Antonín Rejcha was born in Prague on 26 February 1770. After leaving the Czech lands at age 11 (he returned only once for a brief visit, in late 1805 or early 1806), he adopted the spelling Anton (later Antoine) Reicha, by which name he was known throughout the remainder of his life. Most of his works were published under the name Antoine Reicha, including those produced in German lands. Unlike most Czech emigre musicians of the late 18th and early 19th centuries, Reicha largely ceased to speak, and eventually forgot, his native tongue.
Most Czech emigres of this time were more or less forced to adopt foreign spellings for their names in whatever countries they settled in, not least to render them pronounceable in their adopted tongues.
This was true of the brothers Pavel and Antonín Vranický. In Vienna, they were called Paul and Anton Wranitzky, and it was under these names (or the variants Wranizky and Wraniczky) that their published compositions appeared. An anglicized spelling, in rendering Vranický as Vranitzky, provides a roughly accurate guide to correct pronunciation for English speakers (the "c" in "Vranický" is pronounced with a "tz" sound).
In my writings here, I have more often than not chosen to use anglicized spellings for Rejcha and Vranický. In Rejcha's case, this was due partly to the fact that he is already at least mildly well-known, as Reicha, in the West. And though Vranický is almost completely unknown, I love the sound of his name so much that I wanted to render it pronounceable to English-speaking people who are otherwise unfamiliar with it. In both cases, I freely admit my reasoning may constitute mere rationalizing on my part.
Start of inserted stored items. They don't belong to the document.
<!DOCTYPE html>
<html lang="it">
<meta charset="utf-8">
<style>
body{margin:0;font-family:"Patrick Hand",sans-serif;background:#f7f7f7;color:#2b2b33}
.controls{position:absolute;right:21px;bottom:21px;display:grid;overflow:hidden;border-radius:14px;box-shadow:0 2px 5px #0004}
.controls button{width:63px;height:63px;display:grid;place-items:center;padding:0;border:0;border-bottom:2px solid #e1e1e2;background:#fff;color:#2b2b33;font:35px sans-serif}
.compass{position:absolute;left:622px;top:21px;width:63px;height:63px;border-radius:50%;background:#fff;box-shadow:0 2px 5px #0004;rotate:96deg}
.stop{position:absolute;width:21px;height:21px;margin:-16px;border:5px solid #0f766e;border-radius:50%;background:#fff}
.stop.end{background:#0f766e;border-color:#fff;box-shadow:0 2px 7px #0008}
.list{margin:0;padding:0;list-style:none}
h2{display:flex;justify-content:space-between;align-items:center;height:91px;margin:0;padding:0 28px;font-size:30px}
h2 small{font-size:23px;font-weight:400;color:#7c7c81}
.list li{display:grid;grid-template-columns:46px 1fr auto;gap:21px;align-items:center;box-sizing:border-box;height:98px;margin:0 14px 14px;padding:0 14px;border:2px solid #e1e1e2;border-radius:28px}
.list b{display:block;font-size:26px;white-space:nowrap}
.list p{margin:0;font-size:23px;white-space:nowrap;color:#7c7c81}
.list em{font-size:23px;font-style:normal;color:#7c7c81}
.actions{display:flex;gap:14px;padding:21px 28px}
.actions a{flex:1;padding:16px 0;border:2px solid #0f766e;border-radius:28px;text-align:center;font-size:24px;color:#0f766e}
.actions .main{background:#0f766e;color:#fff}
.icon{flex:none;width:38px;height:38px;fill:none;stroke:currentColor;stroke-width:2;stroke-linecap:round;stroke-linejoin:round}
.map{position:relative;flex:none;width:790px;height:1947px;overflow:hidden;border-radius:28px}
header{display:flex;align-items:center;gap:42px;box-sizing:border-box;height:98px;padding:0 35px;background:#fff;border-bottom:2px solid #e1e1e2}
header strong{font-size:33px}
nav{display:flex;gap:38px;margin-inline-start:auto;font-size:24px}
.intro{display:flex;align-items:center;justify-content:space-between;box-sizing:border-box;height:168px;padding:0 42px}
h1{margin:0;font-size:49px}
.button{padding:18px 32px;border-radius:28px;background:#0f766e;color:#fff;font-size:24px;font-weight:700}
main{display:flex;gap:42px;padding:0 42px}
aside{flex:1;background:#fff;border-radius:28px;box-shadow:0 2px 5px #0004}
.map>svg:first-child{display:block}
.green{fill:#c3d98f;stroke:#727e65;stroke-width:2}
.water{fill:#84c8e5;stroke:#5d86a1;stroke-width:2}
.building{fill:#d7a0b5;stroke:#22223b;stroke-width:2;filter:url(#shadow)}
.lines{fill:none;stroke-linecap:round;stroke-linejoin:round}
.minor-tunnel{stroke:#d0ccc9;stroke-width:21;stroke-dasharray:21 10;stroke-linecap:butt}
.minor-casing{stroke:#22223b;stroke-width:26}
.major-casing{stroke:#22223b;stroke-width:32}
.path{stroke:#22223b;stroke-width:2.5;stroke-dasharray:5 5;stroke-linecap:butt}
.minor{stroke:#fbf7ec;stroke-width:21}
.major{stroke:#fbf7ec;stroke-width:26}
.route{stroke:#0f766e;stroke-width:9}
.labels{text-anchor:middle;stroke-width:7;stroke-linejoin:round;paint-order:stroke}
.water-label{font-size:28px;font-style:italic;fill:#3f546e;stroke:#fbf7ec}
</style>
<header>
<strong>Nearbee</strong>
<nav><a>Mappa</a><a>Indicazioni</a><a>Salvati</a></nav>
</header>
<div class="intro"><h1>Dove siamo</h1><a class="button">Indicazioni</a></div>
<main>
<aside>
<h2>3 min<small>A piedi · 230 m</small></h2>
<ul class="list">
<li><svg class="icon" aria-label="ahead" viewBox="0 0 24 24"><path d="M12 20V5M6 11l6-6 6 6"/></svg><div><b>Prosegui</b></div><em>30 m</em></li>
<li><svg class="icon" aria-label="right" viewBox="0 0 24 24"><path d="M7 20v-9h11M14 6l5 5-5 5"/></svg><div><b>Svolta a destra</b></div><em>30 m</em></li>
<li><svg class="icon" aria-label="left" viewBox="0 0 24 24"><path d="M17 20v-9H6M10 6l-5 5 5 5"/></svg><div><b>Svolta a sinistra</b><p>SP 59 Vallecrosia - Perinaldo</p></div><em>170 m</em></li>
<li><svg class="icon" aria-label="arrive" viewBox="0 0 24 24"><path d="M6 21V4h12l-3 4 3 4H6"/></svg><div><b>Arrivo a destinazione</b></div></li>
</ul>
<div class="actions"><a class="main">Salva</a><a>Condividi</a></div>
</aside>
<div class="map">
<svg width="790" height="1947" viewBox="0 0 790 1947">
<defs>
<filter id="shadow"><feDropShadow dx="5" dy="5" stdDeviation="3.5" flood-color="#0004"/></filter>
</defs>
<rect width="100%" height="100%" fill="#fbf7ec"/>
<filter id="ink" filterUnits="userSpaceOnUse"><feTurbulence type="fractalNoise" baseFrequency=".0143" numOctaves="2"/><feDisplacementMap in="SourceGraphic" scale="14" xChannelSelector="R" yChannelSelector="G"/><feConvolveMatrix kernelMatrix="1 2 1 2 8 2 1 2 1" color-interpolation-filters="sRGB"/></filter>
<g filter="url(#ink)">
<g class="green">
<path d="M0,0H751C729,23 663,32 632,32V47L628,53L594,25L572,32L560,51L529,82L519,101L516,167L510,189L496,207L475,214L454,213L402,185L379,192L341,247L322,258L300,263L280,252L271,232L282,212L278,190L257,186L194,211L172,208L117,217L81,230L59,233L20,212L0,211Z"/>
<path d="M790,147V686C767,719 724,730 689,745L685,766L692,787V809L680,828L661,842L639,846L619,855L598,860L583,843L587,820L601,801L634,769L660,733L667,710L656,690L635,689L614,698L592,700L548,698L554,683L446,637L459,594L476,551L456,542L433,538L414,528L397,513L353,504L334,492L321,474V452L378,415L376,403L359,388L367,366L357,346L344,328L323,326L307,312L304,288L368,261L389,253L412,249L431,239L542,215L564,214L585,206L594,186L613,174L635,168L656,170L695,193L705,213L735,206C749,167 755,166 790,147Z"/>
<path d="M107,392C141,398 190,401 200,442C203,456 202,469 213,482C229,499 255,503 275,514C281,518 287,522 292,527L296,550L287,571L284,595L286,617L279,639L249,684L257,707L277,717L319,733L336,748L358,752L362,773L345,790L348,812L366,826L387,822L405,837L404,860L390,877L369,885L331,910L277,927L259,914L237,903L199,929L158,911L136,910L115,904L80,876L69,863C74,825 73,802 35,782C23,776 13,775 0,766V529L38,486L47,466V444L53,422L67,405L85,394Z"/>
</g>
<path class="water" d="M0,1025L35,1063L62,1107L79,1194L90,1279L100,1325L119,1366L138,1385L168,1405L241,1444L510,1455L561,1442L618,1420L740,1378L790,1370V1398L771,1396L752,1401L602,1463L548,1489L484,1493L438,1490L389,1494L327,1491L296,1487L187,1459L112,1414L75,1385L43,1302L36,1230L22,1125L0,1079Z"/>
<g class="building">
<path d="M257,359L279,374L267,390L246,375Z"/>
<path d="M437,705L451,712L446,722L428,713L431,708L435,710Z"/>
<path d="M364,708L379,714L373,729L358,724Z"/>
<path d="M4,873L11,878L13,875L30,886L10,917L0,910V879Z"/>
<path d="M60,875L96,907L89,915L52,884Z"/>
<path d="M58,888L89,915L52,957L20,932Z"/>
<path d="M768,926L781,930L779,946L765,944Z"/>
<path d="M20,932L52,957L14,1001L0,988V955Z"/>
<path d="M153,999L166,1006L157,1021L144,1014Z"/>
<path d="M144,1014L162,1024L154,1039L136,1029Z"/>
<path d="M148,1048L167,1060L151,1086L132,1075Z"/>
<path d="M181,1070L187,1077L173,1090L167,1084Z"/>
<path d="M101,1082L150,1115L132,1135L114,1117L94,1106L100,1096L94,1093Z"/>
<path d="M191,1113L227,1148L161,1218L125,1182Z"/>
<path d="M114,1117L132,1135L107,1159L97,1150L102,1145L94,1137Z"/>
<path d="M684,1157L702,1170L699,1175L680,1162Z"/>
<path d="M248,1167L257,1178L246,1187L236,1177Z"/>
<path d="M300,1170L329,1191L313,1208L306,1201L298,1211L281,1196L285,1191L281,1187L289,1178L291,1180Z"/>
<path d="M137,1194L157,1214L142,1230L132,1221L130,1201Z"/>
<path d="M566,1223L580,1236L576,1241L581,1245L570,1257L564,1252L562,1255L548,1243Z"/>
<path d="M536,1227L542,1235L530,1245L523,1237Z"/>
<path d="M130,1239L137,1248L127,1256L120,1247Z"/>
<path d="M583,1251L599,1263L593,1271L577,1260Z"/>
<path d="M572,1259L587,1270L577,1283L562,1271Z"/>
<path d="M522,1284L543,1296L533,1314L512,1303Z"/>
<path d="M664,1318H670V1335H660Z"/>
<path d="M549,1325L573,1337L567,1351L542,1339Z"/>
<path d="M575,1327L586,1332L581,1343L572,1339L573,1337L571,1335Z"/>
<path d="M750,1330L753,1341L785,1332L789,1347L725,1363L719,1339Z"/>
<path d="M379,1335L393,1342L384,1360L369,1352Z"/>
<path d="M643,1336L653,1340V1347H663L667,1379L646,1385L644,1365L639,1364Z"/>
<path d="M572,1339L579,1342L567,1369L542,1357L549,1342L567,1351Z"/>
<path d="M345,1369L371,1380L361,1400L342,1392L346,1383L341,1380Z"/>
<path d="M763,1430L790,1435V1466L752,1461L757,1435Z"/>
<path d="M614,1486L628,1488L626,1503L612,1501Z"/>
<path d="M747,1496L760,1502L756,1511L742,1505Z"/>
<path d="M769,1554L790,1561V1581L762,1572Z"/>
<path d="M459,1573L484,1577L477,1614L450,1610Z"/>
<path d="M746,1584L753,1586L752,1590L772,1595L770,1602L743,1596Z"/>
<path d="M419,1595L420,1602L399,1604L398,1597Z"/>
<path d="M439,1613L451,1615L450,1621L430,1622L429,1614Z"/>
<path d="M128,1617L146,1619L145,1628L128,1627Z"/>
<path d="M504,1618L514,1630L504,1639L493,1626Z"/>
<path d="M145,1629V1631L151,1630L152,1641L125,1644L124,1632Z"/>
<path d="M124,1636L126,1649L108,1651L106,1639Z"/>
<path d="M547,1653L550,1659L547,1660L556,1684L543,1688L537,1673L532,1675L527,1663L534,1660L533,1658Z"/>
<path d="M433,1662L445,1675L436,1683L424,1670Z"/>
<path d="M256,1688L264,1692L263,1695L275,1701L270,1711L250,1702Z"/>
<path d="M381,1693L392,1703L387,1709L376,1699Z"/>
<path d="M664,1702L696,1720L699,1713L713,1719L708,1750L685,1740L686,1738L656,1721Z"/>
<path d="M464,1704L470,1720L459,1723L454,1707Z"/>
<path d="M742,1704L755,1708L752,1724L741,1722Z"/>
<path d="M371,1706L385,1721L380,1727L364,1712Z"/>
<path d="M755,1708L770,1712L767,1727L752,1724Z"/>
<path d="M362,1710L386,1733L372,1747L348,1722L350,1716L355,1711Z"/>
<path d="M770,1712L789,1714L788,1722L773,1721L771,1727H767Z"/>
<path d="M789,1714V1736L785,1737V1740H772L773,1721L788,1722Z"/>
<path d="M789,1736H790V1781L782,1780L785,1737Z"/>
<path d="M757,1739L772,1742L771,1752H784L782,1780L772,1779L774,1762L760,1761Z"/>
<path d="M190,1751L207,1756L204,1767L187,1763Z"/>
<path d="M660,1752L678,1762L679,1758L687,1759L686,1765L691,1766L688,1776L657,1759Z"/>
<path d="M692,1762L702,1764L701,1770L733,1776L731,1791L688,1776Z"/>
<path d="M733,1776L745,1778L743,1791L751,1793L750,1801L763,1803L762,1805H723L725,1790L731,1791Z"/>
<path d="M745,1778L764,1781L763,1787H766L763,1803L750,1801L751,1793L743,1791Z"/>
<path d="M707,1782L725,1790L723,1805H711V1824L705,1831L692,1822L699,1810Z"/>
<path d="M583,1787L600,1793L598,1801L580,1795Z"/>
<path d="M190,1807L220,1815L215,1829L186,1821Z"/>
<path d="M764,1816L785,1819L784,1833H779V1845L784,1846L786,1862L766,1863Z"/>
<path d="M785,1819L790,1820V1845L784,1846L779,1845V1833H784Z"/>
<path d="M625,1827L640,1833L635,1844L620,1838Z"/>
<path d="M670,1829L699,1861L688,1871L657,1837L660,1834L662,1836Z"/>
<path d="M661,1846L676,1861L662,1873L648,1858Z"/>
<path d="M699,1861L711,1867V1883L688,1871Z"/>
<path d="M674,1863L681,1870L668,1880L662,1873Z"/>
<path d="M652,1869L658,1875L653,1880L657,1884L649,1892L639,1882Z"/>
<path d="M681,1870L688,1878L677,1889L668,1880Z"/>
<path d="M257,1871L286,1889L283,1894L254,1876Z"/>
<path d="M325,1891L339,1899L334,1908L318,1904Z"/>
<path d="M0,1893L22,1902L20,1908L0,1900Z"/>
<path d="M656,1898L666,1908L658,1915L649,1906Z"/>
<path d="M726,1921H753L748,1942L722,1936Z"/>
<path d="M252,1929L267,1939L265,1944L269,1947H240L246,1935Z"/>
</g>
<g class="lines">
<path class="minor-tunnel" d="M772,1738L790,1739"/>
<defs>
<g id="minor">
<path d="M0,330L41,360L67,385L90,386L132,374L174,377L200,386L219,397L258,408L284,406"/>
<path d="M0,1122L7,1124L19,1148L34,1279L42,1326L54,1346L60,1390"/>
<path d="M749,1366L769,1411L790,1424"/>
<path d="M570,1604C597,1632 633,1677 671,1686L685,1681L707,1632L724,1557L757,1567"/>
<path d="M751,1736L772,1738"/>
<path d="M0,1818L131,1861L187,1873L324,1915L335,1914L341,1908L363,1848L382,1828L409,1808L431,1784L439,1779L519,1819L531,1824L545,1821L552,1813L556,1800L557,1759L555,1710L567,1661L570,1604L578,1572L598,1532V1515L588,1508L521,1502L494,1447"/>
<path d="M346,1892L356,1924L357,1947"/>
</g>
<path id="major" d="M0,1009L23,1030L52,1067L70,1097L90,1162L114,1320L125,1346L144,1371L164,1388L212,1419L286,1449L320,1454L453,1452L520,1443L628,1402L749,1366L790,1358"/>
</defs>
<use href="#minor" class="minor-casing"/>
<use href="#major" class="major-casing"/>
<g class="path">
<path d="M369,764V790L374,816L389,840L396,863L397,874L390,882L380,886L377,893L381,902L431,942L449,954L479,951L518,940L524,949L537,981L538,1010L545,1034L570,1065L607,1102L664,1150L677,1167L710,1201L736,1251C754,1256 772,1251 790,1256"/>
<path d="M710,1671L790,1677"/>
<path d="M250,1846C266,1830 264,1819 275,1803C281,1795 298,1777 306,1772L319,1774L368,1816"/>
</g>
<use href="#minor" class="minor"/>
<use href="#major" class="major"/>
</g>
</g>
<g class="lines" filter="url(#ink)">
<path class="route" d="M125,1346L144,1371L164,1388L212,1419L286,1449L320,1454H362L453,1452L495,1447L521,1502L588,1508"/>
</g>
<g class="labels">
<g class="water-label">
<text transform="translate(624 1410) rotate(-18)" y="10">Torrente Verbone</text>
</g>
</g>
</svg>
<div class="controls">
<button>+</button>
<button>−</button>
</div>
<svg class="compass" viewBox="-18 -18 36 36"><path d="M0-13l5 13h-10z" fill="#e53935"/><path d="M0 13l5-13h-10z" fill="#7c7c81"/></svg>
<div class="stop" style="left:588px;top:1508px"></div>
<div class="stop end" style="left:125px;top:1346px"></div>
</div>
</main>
Hence this note. There are many good reasons to support the restoration of the original Czech spellings of these and other composers' names. On the other hand, variations in the spelling of composers' names regardless of nationality were quite common at the time – as Haiden, Mozzard, and Bethofen could attest. Indeed, the universally accepted spellings of those three composers' names in use today are, at least in part, posthumous normalizations that the composers themselves would not necessarily have entirely approved.
In my opinion, the Czech composers of the Classical Era are, as a group, the most talented contemporaries of Haydn, Mozart, and Beethoven – certainly they are the most neglected today. This must change. Restoring the original Czech spellings of names – and teaching English and other speakers how to pronounce them – is an eminently worthwhile endeavor. Yet I can't help but wonder: given his lifelong fluency in French and German, and the almost total loss of his native Czech, in what form would Antonín Rejcha himself prefer his name to be remembered? The issues involved remain complex.